Big-hitting Bairstow helps England to get risky and cast off old shackles

“Root’s bloody out,” the old man gasped. It had happened while he and his wife were fetching fresh cups of tea. “So who’s this batting?” she asked. He craned his head sideways so he could try to read from the big screen. “Jonny Bairstow. Then it’s Stokes, Foakes and the bowlers.” He sucked his teeth. “They ought to shut up shop or they could lose this.” She pursed her lips, clearly unsure whether or not she agreed. But he was wearing a Nottinghamshire cricket club tie and had, you guess, watched a lot of cricket here over the years. There was a crack down below. Bairstow had just thumped Trent Boult for four through the covers.

And over in the Fox Road stand a song broke out. “Oh Jonny Bairstow! You are the love of my life! Oh Jonny Bairstow, I’d let you …” The lady squinted. “What are they singing?” she asked. “I didn’t catch it.”

There were all sorts in at Trent Bridge: kids who had been allowed to skip school, stay-at-home parents with babies in slings, students, skivers and the retired. These weren’t people who had planned their day out a year in advance. Most of them had decided to come the previous evening when the club announced it was going to be free entry, a decision that paid for itself in public relations (not to mention the bar takings). A week after the MCC were being criticised for high ticket prices at Lord’s, Nottinghamshire had opened English cricket up to the public. So it wasn’t a typical English crowd that came. But then, this isn’t a typical England team, either.
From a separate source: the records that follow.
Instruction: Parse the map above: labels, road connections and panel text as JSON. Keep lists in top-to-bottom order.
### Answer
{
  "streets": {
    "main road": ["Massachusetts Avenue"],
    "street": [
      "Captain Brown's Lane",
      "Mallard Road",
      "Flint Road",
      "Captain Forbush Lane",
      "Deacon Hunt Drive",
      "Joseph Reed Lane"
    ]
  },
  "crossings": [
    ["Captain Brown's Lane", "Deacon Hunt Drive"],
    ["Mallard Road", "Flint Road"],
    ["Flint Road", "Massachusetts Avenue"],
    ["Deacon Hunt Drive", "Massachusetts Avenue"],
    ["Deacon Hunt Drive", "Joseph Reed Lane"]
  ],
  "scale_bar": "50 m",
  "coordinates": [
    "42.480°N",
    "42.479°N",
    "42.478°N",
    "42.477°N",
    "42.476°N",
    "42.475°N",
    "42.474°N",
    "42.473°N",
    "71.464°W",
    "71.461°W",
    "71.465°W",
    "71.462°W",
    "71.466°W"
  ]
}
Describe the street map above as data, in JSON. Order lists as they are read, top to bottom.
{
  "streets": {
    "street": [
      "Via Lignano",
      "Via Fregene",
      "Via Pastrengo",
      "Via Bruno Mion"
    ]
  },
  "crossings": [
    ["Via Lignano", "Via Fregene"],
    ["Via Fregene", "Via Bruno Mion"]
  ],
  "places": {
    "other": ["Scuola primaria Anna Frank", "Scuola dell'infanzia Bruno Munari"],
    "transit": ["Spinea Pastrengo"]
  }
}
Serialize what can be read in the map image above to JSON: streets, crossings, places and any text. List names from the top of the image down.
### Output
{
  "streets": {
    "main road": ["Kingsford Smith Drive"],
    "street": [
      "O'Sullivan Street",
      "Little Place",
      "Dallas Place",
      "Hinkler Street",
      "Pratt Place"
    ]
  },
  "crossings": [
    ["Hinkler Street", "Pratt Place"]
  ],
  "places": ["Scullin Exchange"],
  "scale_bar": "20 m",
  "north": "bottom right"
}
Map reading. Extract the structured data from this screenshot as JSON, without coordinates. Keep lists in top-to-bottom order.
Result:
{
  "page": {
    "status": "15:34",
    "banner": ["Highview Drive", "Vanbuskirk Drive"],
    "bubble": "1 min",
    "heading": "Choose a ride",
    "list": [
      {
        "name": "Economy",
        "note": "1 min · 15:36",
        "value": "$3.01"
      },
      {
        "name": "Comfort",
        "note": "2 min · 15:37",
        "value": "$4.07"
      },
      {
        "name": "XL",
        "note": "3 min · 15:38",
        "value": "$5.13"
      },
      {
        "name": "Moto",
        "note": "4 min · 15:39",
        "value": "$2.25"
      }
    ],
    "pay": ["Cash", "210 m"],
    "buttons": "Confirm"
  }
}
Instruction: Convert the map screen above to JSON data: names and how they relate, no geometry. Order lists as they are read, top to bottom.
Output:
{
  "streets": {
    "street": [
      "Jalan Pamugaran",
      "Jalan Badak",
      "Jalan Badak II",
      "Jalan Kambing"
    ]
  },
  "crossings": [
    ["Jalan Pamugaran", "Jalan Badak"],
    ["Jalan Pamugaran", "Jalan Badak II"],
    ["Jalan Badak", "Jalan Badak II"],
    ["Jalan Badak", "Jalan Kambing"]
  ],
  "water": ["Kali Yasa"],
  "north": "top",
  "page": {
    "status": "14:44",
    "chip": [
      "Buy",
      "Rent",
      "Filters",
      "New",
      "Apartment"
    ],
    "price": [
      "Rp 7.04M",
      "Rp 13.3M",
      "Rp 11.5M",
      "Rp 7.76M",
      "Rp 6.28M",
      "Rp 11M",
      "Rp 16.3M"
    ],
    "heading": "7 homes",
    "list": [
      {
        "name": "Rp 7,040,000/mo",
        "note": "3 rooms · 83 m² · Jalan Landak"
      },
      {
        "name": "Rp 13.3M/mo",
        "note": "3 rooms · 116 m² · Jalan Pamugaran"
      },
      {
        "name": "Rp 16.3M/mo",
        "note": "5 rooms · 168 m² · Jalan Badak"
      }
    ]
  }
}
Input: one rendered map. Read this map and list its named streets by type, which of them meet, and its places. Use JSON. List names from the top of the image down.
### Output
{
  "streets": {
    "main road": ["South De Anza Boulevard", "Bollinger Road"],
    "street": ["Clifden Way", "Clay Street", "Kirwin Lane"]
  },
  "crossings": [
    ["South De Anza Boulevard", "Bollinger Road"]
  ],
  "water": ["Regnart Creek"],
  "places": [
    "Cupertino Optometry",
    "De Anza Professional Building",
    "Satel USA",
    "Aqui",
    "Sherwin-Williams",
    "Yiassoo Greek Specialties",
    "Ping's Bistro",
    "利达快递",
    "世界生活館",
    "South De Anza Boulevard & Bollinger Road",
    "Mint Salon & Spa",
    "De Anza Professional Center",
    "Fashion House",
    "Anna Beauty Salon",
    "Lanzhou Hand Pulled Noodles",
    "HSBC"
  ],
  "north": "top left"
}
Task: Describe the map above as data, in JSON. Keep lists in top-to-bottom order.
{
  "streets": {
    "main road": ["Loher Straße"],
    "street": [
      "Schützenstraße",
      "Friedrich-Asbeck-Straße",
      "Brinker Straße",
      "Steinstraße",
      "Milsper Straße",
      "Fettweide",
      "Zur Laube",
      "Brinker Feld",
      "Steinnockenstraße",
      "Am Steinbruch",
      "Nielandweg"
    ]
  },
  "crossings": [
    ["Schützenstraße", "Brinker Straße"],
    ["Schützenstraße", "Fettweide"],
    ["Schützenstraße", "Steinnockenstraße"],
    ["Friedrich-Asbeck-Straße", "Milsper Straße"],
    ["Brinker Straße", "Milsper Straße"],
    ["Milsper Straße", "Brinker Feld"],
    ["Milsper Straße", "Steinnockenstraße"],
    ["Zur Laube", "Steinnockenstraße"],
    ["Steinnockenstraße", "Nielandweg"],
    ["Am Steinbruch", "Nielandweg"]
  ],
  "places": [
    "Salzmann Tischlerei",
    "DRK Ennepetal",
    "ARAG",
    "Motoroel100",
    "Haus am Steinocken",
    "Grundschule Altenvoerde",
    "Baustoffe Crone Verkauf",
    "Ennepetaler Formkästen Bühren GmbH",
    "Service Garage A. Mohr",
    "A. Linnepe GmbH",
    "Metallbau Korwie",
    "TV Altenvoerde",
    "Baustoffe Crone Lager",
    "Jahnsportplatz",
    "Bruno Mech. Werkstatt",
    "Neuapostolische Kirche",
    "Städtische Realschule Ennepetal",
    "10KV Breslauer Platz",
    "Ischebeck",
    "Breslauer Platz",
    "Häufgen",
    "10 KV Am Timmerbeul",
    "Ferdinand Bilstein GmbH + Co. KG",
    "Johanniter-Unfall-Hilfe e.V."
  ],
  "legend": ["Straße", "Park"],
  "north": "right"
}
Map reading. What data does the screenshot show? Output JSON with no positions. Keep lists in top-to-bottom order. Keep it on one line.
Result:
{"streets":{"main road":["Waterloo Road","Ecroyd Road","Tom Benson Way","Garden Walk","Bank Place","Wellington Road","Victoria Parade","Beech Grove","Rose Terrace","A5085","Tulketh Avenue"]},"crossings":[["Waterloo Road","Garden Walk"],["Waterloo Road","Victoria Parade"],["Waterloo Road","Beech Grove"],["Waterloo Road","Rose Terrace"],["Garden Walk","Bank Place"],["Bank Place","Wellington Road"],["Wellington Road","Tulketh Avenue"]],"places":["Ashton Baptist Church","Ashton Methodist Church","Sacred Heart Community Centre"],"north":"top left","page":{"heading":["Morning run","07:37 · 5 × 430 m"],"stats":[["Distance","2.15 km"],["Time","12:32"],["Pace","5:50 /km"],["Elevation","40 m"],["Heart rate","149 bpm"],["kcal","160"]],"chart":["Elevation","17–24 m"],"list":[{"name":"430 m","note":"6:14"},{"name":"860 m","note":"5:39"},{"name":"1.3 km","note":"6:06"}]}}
In the match these two teams played at Lord’s this time last year, New Zealand declared their second innings and set England a chase of 273 in 75 overs. They refused to do it and spent the afternoon plodding to a boring draw. This time round, England earned their opportunity by bowling New Zealand out in the morning. They needed 299 runs, and had 18 fewer balls to get them in. But England weren’t weighing permutations, there were no delicate calculations about run rates and wickets in hand. They were simply hellbent on winning the thing. You could see it from the moment Alex Lees laced the first two balls of the innings through the covers.

Ben Stokes, shown hitting a four for England.
Ben Stokes, shown hitting a four for England, scored 75 off 70 balls (yet still ended up playing second fiddle to Bairstow). Photograph: Tom Jenkins/The Guardian

Lees, who hit more boundaries in his two innings this week than he did during his eight hours of batting in the three Tests he played in the West Indies in the spring, is the batter who best exemplifies the changes the team have made in the weeks since Brendon McCullum and Ben Stokes took over. England pressed on, and on, and on, harder and harder. So that at tea, when they needed another 160 runs from 38 overs, and had six wickets left but only three batters among them, they decided to accelerate again. New Zealand, meanwhile, were making plans for how to get the one wicket they needed to break the back of England’s innings.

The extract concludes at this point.